The Lucas County Sheriff’s office in Toledo, Ohio, has suspended the use of Taser stun guns following the death of a suspect who had been shocked nine times.
Lucas County Sheriff James Telb said his department will not use the Tasers again until more safety studies are conducted.
He said his officers have used Tasers about a dozen times since they went into service last year.
Jeffrey Turner, 41, died last month after he was shocked five times by police and four times by guards at the Lucas County Jail.
The coroner’s office has not released a cause of death.
The suspension of the stun guns, which are made and distributed by Scottsdale-based Taser International, comes on the heels of a report from the International Association of Police Chiefs urging police to use caution when firing the electrically-charged weapon.
The association is preparing to release to its 20,000 members, including East Valley police chiefs, a reminder that police examine the protocol and procedures for using the stun guns, which delivers a 50,000 volt jolt through two barbed darts at the end of two, 21-foot-long wires.
The association also is preparing to join the U.S. Justice Department in a study into more than 80 deaths to determine the real or potential risks involved with using the Taser stun guns.
Gilbert Police Chief John Brewer, a member of the association, said he has not yet received any alerts from the Alexandria, Va., agency, but his officers, like most police departments in the East Valley, will continue to use the Taser stun gun.

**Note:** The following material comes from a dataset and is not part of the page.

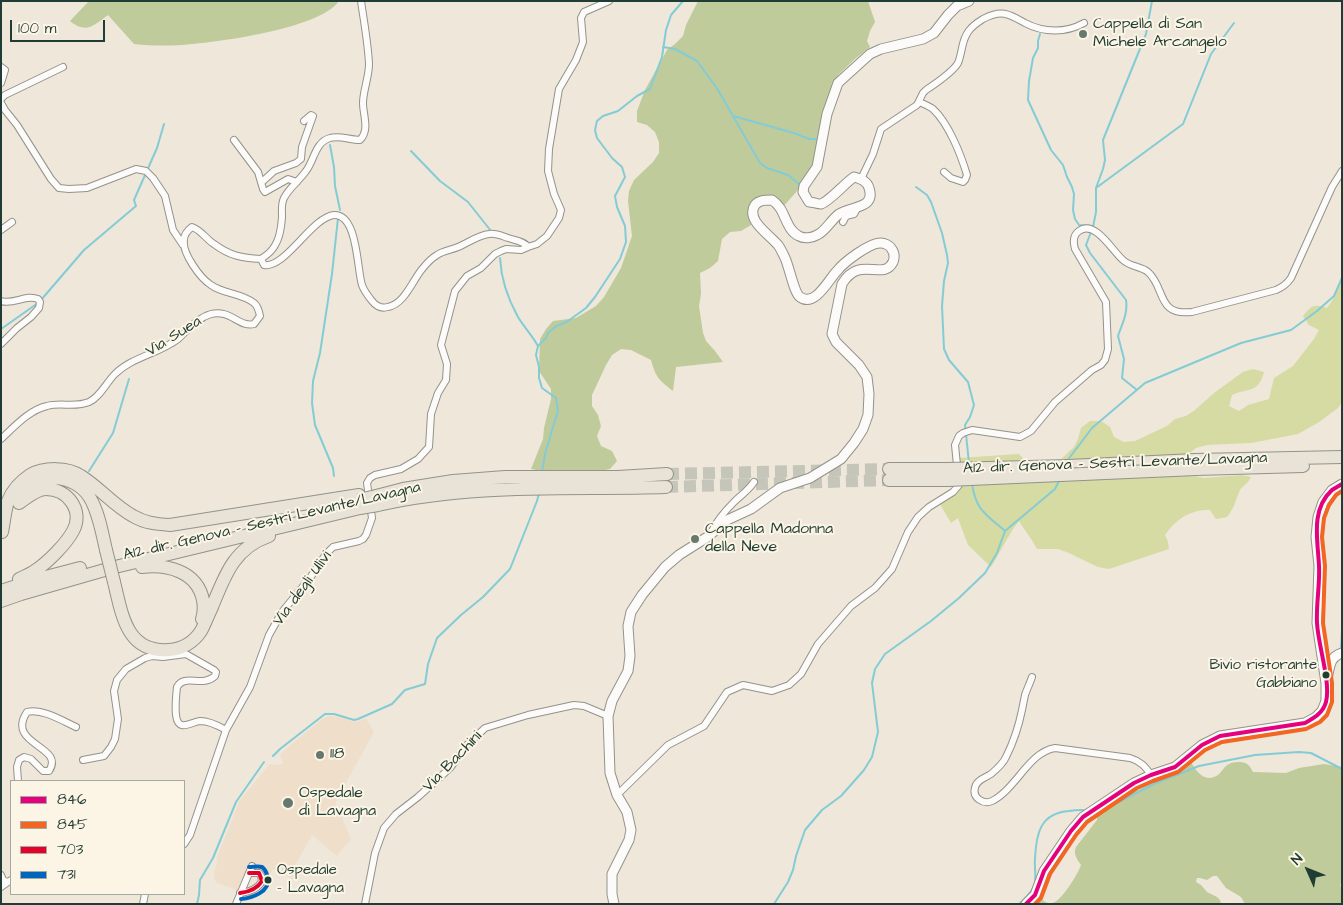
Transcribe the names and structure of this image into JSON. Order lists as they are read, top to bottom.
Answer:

"Tasers have been good in our department," Brewer said. "I have no intention of issuing a moratorium at this time, pending further results to the contrary."
Last week, Chicago police withheld the distribution of 100 stun guns until officers complete an investigation into their use to restrain two people, including a 54-year-old man who later died.
Meanwhile, a Georgia legislative committee advised against implementing a statewide ban on the use of Taser stun guns, the Scottsdale company said Thursday.
Taser said the committee referred the subject to a study committee to gather more information.
"This is a great victory for the law enforcement community and for Taser International," said president Tom Smith.
Taser shares fell 10 cents to close at $14.38 Thursday on the Nasdaq stock market.
Its shares are down 57 percent from their 52-week high of $33.45 reached late last year.